Negociación
Naaz — Can't
«Я точно умру, если начну убираться», — шепчет Юнги, разглядывая паутину над кроватью, и закрывает глаза, прижимая пальцы к вискам, потому что голова трещит всё утро от духоты.
Кажется, в Тэхёне всегда было больше паучьего, чем человеческого. Вытаскивая из одной паутины, он в следующий же миг пихал в липкие нити другой. Пауки любят играть: здорово наблюдать за жертвами в паутинах. Забавно, как они брыкаются, пока не застрянут намертво.
(Может быть, поэтому Тэхёну было скучно даже в кинотеатрах — он сам умел творить нечто интересней, чем просто животрепещущие сюжеты.)
Пауки такие мерзкие.
В голове всё ещё звучит смех Чимина, который приходил проведать его (читай: убедиться, что тот не сгнил ещё в четырёх стенах). Юнги — снова главный претендент на отчисление. На улице снова жарко, снаружи снова толпы, в кинотеатрах снова премьеры. Время остановилось не во всём мире, а только в этих двадцати квадратных метрах.
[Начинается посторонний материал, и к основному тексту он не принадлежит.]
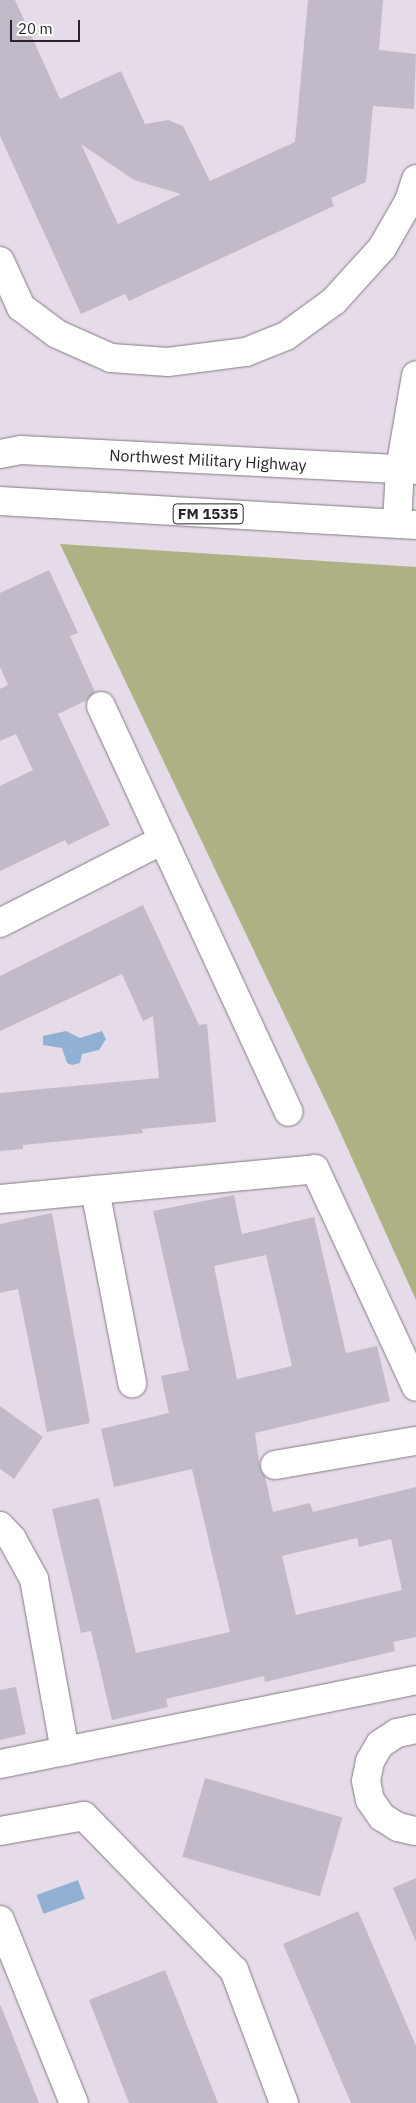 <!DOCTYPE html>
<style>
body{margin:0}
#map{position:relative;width:416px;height:2103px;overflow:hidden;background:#e6dbe8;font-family:"IBM Plex Sans",sans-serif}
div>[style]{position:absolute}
.forest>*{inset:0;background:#adb183}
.water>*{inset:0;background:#90b0d4;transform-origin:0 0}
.building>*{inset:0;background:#c2bac8;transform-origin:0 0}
.roads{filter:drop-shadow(0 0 1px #837a85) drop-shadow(0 0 1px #837a85)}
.minor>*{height:28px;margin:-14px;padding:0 14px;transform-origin:14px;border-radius:14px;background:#fff}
.major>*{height:28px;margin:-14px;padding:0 14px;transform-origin:14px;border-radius:14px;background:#fff}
span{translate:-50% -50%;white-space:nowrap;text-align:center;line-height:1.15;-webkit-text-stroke:5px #fff;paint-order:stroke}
.shield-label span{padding:1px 4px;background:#fff;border:1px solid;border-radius:4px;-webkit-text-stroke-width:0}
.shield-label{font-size:15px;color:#282429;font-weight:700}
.street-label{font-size:16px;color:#282429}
.scale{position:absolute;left:10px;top:20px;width:70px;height:22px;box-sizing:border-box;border:2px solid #282429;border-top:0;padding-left:6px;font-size:15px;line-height:18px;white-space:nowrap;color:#282429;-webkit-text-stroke:4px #fff;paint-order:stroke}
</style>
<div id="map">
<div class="forest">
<i style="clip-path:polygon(60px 544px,416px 567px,416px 1300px,337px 1125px)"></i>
</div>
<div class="water">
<i style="clip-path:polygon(66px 1031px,80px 1038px,102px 1031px,106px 1039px,99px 1050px,82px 1054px,80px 1063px,72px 1065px,67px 1063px,62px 1048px,43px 1045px,43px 1036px)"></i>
<i style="left:78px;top:1880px;width:20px;height:44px;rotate:70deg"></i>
</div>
<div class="building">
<i style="clip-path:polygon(evenodd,0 0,15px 0,60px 99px,121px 71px,145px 124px,168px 120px,183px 126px,210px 181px,295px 142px,308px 0,383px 0,379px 50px,416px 54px,414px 109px,373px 106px,366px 182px,331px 198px,334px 206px,129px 301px,125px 294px,81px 314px,0 136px,0 0,81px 144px,134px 180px,181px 194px,118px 224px,81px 144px)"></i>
<i style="clip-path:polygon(49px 570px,78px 633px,70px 636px,95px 692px,87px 700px,58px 714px,110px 825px,68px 845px,65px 840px,0 871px,0 786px,33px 770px,16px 734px,0 741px,0 689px,8px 685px,0 667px,0 593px)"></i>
<i style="clip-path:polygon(143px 905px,199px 1025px,207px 1024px,216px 1122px,142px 1129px,143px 1133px,23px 1145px,23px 1149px,0 1151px,0 1093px,159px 1078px,153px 1016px,143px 1021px,122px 974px,0 1031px,0 976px)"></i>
<i style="clip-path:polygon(evenodd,234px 1195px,242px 1234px,314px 1217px,346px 1353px,377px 1346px,390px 1401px,255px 1433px,260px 1468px,265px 1477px,273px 1512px,310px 1503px,313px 1512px,416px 1487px,416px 1637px,393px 1642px,395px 1651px,265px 1682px,264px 1676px,166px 1699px,168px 1707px,112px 1720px,91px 1631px,81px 1633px,52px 1509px,99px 1498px,136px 1653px,230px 1632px,192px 1469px,114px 1487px,101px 1429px,169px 1413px,161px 1376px,189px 1370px,153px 1211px,234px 1195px,266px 1255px,292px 1366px,237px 1379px,214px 1266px,266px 1255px,234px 1195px,357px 1538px,359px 1547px,391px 1539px,402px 1590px,296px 1615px,282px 1556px,357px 1538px)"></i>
<i style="clip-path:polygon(52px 1213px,90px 1423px,47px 1432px,18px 1289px,0 1293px,0 1224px)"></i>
<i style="clip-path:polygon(0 1406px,43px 1437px,14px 1479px,0 1469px)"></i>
<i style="clip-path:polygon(16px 1687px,26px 1734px,0 1740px,0 1690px)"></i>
<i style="left:205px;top:1778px;width:143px;height:82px;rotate:16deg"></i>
<i style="clip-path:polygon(416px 1878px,416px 1942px,393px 1888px)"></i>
<i style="clip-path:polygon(358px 1911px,416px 2046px,416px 2103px,351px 2103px,283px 1944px)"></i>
<i style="clip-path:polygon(165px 1970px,218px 2103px,129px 2103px,89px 2000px)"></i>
<i style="clip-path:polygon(0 2006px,1px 2006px,39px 2103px,0 2103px)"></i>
</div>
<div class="roads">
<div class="minor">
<i style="left:0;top:261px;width:51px;rotate:65.5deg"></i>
<i style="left:21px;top:307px;width:45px;rotate:36.9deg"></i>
<i style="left:57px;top:334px;width:59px;rotate:24deg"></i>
<i style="left:111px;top:358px;width:57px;rotate:4deg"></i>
<i style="left:168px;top:362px;width:79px;rotate:-7.3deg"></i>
<i style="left:246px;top:352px;width:43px;rotate:-21.8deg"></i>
<i style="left:286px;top:336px;width:59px;rotate:-36.1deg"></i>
<i style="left:334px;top:301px;width:72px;rotate:-47.8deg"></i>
<i style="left:382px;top:248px;width:54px;rotate:-60.1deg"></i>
<i style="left:409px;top:201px;width:23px;rotate:-72deg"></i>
<i style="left:397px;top:523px;width:54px;rotate:-86.8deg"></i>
<i style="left:400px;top:469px;width:95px;rotate:-80.3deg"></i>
<i style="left:101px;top:706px;width:447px;rotate:65.2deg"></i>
<i style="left:0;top:923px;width:183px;rotate:-27deg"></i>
<i style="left:95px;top:1190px;width:197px;rotate:79.1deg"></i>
<i style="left:0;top:1199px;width:316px;rotate:-5.4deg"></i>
<i style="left:315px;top:1169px;width:240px;rotate:65.1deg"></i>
<i style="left:275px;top:1465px;width:143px;rotate:-9.7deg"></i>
<i style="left:0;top:1526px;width:18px;rotate:47deg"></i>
<i style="left:12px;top:1539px;width:46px;rotate:61.2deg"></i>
<i style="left:34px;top:1579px;width:175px;rotate:79.8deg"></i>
<i style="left:416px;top:1729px;width:19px;rotate:168deg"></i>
<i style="left:397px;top:1733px;width:20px;rotate:147deg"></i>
<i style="left:380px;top:1744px;width:20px;rotate:120deg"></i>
<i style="left:370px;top:1761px;width:20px;rotate:101deg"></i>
<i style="left:366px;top:1781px;width:19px;rotate:78deg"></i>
<i style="left:370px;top:1800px;width:21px;rotate:55deg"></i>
<i style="left:382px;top:1817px;width:19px;rotate:32deg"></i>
<i style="left:398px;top:1827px;width:18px;rotate:13deg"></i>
<i style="left:0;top:1764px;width:424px;rotate:-11.4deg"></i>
<i style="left:0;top:1831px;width:85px;rotate:-10.1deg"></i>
<i style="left:84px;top:1816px;width:215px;rotate:45.8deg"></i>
<i style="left:234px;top:1970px;width:142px;rotate:69.4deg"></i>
<i style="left:0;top:1920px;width:197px;rotate:68deg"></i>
</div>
<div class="major">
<i style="left:0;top:454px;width:21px;rotate:-11deg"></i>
<i style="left:21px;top:450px;width:396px;rotate:2.9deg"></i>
<i style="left:0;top:501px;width:417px;rotate:3.3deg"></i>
</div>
</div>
<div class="shield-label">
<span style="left:208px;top:514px">FM 1535</span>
</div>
<div class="street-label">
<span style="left:208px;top:460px;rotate:3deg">Northwest Military Highway</span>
</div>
<div class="scale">20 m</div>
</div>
Здесь уже несколько месяцев не идут часы и чаще всего нечем дышать.
Но Чимин как будто ничего не видит.
Он с улыбкой переступает через разбросанные на полу вещи и усердно притворяется, что не замечает ни лезвий на раковине, ни огромного слоя пыли, ни крошек посуды в раковине. Никто ничего не замечает. Этот мир создан только для Юнги, и крики его эхом отлетают от стен и с глушащим визгом врезаются обратно в уши.
Чимин всегда улыбается. В этот раз он просит быть осторожнее, следить за собой и заботиться о себе.
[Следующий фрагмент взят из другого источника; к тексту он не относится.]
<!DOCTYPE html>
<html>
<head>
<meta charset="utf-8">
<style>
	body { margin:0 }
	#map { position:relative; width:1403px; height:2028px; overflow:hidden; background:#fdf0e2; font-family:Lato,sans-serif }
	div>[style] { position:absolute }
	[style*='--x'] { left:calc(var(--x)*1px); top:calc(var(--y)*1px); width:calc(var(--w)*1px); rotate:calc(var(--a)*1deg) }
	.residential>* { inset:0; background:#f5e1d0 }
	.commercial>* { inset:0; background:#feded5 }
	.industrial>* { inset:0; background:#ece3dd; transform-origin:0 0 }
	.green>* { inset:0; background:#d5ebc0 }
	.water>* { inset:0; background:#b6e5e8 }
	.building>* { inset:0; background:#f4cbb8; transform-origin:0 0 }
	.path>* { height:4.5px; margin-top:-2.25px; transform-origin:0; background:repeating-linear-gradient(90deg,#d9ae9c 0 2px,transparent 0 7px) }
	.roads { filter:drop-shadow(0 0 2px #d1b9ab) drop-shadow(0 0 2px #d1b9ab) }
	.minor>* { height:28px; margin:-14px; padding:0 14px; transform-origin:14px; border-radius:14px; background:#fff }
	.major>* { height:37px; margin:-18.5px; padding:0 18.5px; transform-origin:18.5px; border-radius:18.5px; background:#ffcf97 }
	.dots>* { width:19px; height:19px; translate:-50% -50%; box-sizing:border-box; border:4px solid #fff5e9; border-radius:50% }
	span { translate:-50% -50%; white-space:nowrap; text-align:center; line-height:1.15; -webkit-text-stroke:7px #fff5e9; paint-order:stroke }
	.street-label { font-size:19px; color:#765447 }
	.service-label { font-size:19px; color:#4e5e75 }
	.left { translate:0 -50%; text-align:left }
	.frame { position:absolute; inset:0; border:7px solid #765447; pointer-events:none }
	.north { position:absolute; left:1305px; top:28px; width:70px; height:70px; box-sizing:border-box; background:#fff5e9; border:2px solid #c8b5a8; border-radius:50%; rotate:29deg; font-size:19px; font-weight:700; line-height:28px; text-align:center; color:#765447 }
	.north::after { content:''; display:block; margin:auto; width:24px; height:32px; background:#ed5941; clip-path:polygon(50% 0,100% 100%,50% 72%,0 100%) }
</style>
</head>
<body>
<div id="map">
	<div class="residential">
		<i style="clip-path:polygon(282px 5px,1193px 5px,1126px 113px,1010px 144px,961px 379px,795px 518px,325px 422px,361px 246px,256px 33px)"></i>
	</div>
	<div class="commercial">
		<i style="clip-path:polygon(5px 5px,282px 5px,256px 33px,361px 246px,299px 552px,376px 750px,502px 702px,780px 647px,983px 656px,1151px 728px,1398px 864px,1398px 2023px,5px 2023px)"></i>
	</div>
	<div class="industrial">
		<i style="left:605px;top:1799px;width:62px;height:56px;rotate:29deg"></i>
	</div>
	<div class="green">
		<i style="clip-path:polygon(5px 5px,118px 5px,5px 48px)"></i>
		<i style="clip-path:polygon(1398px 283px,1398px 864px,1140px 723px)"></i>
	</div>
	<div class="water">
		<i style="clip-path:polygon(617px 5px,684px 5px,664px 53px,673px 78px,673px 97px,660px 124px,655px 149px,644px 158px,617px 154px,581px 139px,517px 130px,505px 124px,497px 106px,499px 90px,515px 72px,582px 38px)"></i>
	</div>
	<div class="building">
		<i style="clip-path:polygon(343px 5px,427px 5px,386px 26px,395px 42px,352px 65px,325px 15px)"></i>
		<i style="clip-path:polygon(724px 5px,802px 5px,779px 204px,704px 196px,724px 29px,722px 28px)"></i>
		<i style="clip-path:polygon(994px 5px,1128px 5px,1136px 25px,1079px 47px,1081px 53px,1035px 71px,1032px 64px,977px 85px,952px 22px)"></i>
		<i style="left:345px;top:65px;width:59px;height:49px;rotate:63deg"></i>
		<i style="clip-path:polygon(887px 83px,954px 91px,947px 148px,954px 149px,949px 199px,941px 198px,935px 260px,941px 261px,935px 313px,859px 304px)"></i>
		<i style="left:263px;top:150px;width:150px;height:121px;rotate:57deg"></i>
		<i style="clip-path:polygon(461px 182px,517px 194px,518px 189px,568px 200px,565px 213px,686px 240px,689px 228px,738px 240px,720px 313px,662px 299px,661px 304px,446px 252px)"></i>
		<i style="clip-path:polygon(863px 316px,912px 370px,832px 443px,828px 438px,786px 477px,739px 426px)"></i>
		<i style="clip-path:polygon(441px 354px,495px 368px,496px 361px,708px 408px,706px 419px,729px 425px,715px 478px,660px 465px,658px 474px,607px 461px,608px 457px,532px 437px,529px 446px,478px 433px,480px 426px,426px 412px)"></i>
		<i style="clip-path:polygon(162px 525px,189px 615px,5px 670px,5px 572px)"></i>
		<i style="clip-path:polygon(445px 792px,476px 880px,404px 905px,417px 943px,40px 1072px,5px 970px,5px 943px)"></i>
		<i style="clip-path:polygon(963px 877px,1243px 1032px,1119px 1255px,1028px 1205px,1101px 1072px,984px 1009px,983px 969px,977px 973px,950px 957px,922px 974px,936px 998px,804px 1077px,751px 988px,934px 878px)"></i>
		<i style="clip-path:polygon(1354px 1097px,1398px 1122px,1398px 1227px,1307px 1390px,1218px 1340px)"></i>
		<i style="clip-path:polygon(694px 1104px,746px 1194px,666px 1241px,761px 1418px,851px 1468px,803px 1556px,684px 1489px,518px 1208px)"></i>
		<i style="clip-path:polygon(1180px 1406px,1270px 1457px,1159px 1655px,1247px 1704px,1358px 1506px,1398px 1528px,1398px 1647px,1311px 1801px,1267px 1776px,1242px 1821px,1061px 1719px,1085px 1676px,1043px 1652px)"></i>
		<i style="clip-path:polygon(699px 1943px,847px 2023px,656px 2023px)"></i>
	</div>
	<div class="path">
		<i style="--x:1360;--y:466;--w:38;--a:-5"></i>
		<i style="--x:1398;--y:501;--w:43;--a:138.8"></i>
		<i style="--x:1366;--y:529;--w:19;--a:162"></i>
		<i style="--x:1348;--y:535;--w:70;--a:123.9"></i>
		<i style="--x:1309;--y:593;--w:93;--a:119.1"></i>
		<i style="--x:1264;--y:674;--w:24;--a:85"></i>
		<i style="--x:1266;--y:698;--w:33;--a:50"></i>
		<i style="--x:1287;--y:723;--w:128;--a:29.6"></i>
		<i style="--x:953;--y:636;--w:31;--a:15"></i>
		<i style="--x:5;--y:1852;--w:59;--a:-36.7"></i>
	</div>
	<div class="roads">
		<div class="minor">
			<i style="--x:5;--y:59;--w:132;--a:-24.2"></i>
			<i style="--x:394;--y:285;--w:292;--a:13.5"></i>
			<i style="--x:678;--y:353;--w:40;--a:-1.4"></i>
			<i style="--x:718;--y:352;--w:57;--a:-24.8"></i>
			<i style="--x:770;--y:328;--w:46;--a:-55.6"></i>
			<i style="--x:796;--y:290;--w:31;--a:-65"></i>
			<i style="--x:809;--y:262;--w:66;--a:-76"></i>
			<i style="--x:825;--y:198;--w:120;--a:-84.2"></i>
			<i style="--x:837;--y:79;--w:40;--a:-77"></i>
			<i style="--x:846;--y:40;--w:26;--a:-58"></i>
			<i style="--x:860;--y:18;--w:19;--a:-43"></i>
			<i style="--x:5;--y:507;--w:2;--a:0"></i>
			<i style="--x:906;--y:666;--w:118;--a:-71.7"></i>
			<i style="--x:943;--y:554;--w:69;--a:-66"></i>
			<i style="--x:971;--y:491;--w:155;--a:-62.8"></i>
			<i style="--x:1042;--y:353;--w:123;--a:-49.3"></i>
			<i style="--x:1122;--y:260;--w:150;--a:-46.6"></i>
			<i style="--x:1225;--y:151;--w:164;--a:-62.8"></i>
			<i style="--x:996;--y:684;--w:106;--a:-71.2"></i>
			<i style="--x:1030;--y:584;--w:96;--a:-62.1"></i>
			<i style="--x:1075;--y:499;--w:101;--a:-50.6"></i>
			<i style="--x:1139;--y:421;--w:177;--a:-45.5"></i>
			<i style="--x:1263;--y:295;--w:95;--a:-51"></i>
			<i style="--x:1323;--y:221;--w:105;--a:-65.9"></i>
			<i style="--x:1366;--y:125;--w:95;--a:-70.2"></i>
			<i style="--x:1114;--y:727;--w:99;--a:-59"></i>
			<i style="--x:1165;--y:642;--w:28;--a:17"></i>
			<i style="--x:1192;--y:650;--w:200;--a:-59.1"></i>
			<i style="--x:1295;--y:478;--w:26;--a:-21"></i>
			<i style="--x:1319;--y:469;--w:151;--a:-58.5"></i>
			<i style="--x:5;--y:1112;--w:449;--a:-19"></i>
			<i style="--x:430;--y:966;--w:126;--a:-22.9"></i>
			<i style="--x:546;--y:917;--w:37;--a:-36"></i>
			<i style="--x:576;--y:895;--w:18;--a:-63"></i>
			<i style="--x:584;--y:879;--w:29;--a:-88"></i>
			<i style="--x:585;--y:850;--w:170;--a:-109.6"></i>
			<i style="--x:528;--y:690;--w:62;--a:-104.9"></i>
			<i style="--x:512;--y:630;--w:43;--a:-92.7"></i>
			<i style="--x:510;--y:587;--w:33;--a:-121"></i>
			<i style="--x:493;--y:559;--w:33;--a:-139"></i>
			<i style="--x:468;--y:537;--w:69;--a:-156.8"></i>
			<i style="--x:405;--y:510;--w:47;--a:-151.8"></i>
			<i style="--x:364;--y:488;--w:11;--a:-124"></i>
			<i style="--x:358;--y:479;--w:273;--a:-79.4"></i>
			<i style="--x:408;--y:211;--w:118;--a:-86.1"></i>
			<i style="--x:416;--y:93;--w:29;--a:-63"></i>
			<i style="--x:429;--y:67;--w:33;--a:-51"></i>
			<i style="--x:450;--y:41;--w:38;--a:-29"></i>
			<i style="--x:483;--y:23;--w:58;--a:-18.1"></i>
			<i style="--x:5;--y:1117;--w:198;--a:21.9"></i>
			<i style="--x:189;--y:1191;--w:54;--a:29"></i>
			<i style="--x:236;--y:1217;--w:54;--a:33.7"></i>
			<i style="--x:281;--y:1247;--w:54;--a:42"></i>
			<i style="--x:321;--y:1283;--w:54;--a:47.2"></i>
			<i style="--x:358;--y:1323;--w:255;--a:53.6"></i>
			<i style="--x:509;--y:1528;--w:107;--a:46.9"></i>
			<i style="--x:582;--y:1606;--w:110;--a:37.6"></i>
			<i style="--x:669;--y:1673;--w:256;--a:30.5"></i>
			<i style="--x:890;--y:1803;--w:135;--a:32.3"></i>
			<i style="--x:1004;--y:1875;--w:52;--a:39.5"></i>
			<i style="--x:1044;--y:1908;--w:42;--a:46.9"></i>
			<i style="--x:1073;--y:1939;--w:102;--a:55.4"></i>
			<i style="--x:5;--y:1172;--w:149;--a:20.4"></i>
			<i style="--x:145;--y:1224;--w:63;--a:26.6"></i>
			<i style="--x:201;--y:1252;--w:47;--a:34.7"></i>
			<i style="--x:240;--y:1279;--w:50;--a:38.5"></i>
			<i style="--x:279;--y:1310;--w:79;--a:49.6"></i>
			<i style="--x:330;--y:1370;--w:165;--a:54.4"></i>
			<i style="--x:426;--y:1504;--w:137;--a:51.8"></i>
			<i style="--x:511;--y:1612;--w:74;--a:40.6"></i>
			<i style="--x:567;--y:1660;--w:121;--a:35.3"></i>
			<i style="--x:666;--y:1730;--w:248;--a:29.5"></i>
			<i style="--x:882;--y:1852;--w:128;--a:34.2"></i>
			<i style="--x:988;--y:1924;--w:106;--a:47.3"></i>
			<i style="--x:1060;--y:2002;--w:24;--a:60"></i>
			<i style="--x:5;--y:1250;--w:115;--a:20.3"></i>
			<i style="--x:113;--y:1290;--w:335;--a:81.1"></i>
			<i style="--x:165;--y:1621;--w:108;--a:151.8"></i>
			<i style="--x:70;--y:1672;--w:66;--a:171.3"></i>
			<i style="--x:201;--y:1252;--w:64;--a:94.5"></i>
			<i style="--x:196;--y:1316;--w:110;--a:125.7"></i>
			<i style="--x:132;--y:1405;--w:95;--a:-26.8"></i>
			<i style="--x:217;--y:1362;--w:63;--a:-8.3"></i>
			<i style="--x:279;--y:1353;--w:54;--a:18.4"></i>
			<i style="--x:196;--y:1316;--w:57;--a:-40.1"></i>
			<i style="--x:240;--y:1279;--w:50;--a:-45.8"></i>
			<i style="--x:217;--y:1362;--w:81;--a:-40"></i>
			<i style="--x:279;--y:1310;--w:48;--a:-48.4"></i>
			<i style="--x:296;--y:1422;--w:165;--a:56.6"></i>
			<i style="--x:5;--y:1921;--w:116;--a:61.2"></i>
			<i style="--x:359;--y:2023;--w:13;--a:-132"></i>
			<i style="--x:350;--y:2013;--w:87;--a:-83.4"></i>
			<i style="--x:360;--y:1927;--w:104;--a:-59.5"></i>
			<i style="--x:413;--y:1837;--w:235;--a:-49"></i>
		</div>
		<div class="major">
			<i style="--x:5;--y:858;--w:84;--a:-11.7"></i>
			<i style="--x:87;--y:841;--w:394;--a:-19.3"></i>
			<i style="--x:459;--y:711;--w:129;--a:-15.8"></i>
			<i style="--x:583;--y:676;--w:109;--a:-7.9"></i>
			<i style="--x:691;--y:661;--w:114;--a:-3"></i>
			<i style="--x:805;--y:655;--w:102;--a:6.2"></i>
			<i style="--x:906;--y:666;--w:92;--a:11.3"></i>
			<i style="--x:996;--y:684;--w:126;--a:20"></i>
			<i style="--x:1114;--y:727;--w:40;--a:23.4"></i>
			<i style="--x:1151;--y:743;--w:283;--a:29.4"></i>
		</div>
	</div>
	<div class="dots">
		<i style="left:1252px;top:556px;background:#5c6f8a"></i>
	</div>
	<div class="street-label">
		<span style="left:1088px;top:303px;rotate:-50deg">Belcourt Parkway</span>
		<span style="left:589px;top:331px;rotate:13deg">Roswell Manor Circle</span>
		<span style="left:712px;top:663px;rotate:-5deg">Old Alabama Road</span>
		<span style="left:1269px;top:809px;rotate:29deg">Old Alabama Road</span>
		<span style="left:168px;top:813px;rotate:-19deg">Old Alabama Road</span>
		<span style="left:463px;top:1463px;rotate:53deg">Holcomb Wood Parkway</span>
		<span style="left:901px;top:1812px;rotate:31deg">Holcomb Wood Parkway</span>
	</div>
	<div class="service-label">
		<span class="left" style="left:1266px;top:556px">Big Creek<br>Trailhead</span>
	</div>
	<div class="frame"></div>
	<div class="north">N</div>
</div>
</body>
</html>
Этот раз ничем не отличается от других. Когда нет фальши в голосе, тогда есть неловкая тишина, через которую просачивается даже гудение электричества.
(Юнги мечтает вколоть себе немного льда в вены, чтобы не так сильно злиться на ложь.)
Но он улыбается, до хруста сжимая очередную ручку чашки в пальцах:
— Да, Чимин-а. Конечно. Заходи снова.
А цунами с грохотом, с треском и оглушительным рёвом обрушивается на все миновские карточные домики, хватает за ноги и руки, накрывает, заливается мутной водой в носоглотку, тащит вглубь. И Юнги, кажется, начинает чувствовать: кожа оттаивает, рассасывается ледяной осколок в глазу; он растирает белые онемевшие пятна и снова ощущает всё, но теперь в сто раз острее.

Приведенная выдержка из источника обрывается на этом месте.